Archive for the ‘ Bass Gear Reviews ’ Category

With the recent Musician’s Friend Stupid Deal of the Day, and some coupon incentives, I took the plunge on the Ashdown LB-30.  I had always wanted a low wattage all tube head, and I particularly loved the LB-30 on paper… I just wasn’t going to pay $899!  Now that I have the amp, I can in hindsight tell you that is it in fact worth that asking price, though as a “nice to have” on the G.A.S. calculator, I’d still be waiting or searching for the reduced price I found it at.

So far I think it’s a really cool amp.  It gets much louder than I expected, though I’ve only paired it with 2×12′s so far.  It took me a while to understand the passive EQ section, but now that I’ve got the hang of it, it’s quite fun and interactive.  Despite getting loud and angry, I wasn’t entirely sure it could keep up with a loud, heavy band practice with Infinitas.  Turns out I was wrong!

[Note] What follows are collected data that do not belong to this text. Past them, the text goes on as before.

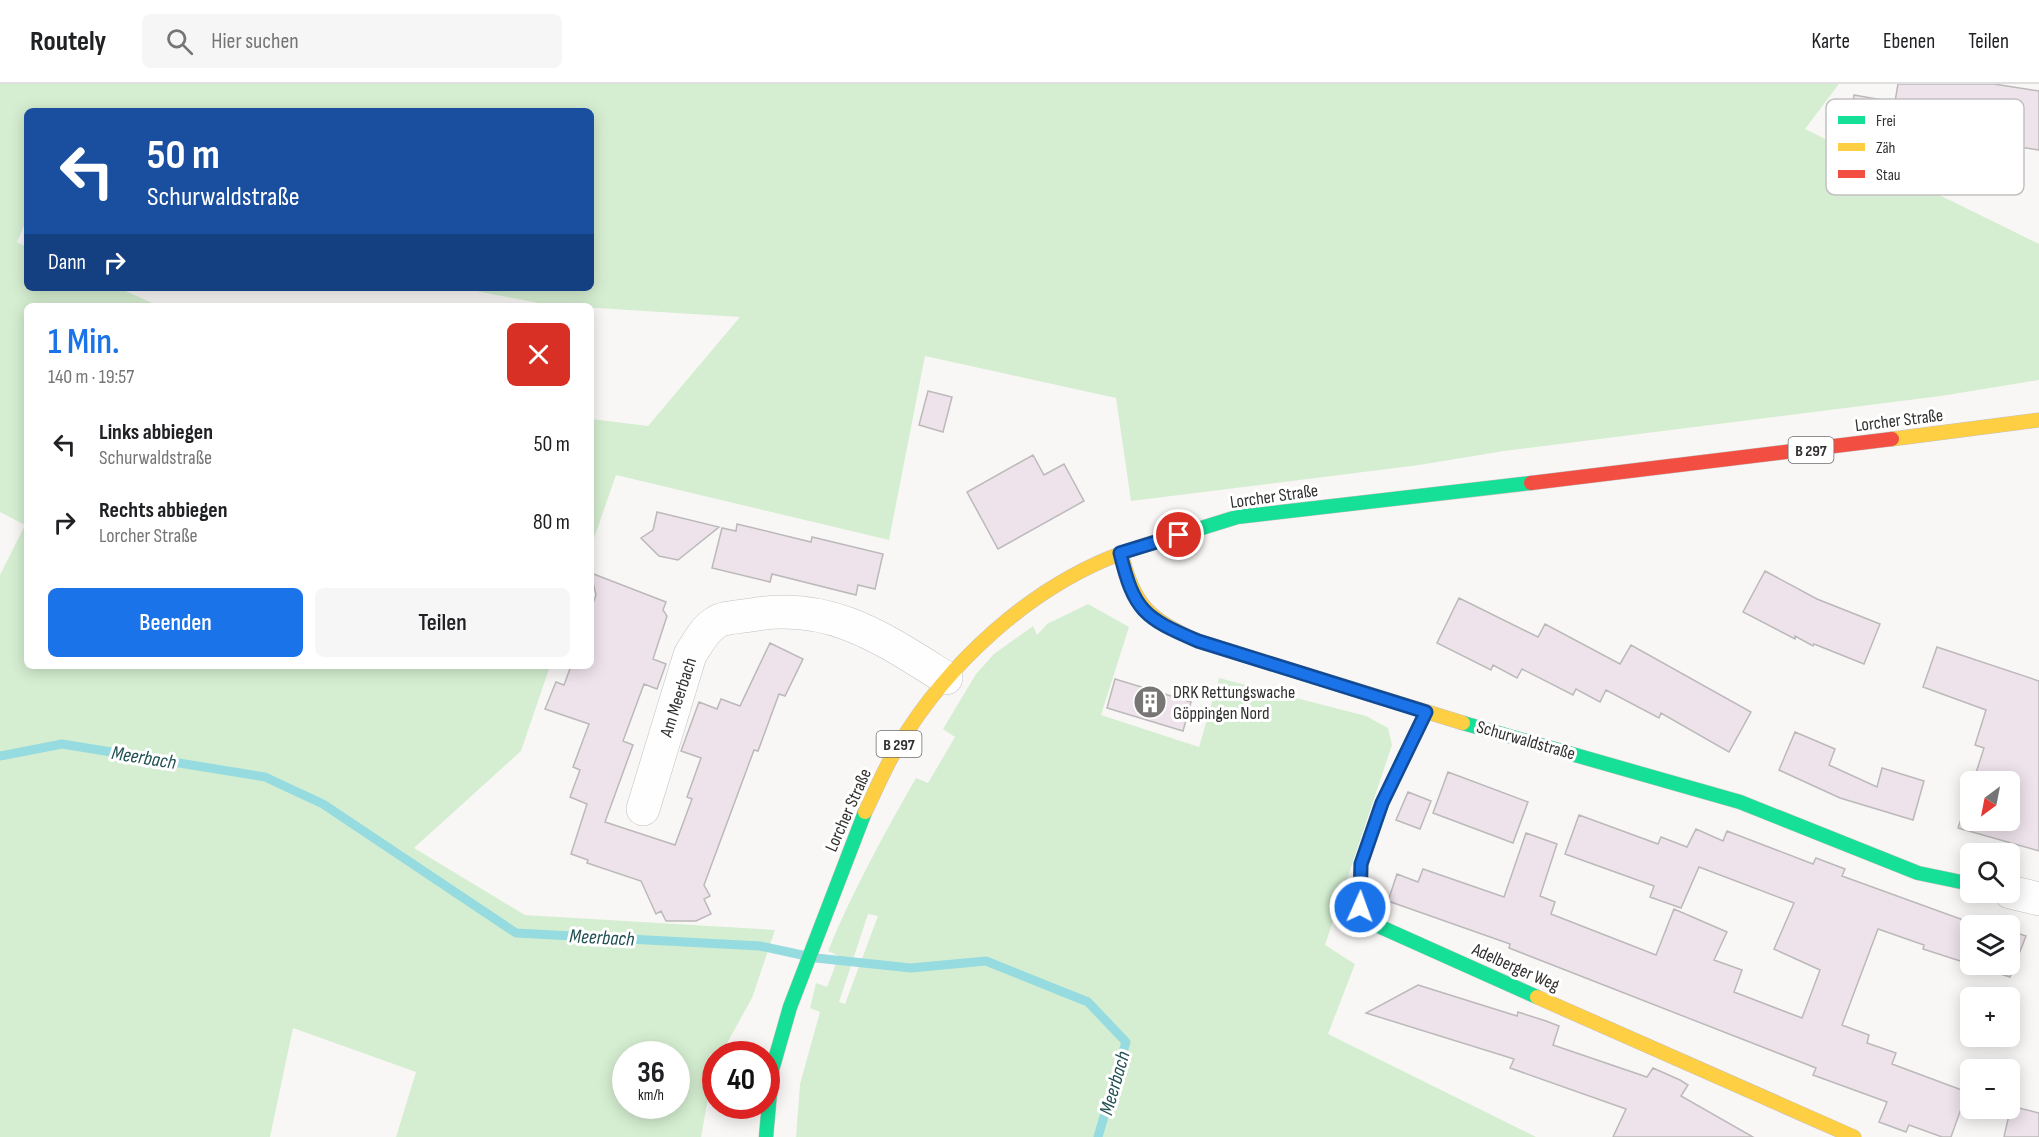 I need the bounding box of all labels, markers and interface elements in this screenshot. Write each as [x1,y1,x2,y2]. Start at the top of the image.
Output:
search box [142,14,562,68]
text: Routely [30,25,106,58]
icon: search [163,25,196,58]
text: Hier suchen [211,28,299,55]
text: Karte [1812,29,1850,54]
text: Ebenen [1883,29,1935,54]
text: Teilen [1968,29,2009,54]
legend [1826,99,2024,195]
text: Frei [1876,112,1896,131]
text: 50 m [147,130,220,181]
icon: left [48,132,126,210]
text: Zäh [1876,139,1895,158]
text: Stau [1876,166,1901,185]
text: Schurwaldstraße [147,181,300,213]
icon: right [98,246,131,279]
text: Dann [48,249,86,276]
text: 1 Min. [48,321,120,364]
button: close [507,323,570,386]
text: 140 m · 19:57 [48,365,134,389]
street label: Lorcher Straße [1854,405,1944,436]
text: Links abbiegen [99,419,213,446]
icon: left [48,428,81,461]
text: 50 m [534,431,570,458]
road number: B 297 [1788,437,1834,463]
text: Schurwaldstraße [99,446,212,470]
street label: Lorcher Straße [1229,480,1319,513]
text: Rechts abbiegen [99,497,228,524]
icon: right [48,506,81,539]
text: 80 m [533,509,570,536]
pin [1153,509,1204,560]
icon: arrive [1162,518,1195,551]
text: Lorcher Straße [99,524,198,548]
button: Beenden [48,588,303,657]
button: Teilen [315,588,570,657]
street label: Am Meerbach [655,655,701,740]
place label: DRK Rettungswache Göppingen Nord [1173,682,1295,724]
building icon: DRK Rettungswache Göppingen Nord [1132,684,1168,720]
street label: Schurwaldstraße [1474,716,1578,765]
road number: B 297 [876,731,922,757]
water label: Meerbach [110,741,178,775]
street label: Lorcher Straße [821,765,876,855]
north arrow [1960,771,2020,831]
map controls [1960,771,2020,1119]
button: search [1960,843,2020,903]
position arrow [1328,875,1392,939]
button: layers [1960,915,2020,975]
water label: Meerbach [569,924,635,952]
street label: Adelberger Weg [1468,939,1563,996]
button: + [1960,987,2020,1047]
speed limit sign: 40 [702,1041,780,1119]
water label: Meerbach [1094,1049,1135,1118]
text: 36 [637,1055,665,1091]
button: − [1960,1059,2020,1119]
text: km/h [638,1086,664,1105] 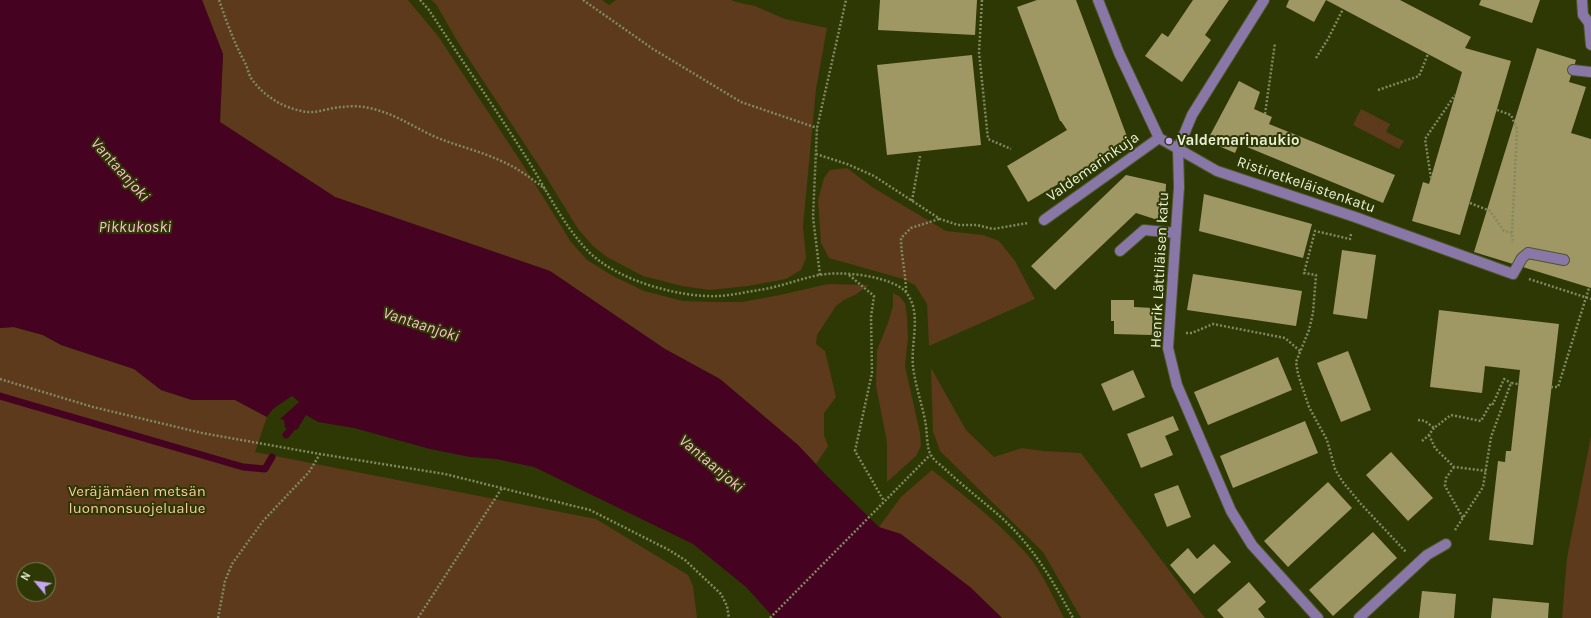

Granted it wasn’t the sound I’m typically after, but it was still cool. The bass register wasn’t what I’m used to (thinner and tubby, vs. full and articulate), the midrange was very pronounced, and there wasn’t much articulation higher up in the treble range (or at least it wasn’t cutting through, when I was tapping for example).  You can see the settings in the middle pic above.  In fairness to the Little Bastard (that sounds funny, no?), I didn’t spend a whole lot of time tweaking, I was just curious if it could even keep up.  I was running my Warwick Thumb Custom Shop BO 6 broadneck into the High input on the LB-30 and then into an older Genz Benz NeoX-212T.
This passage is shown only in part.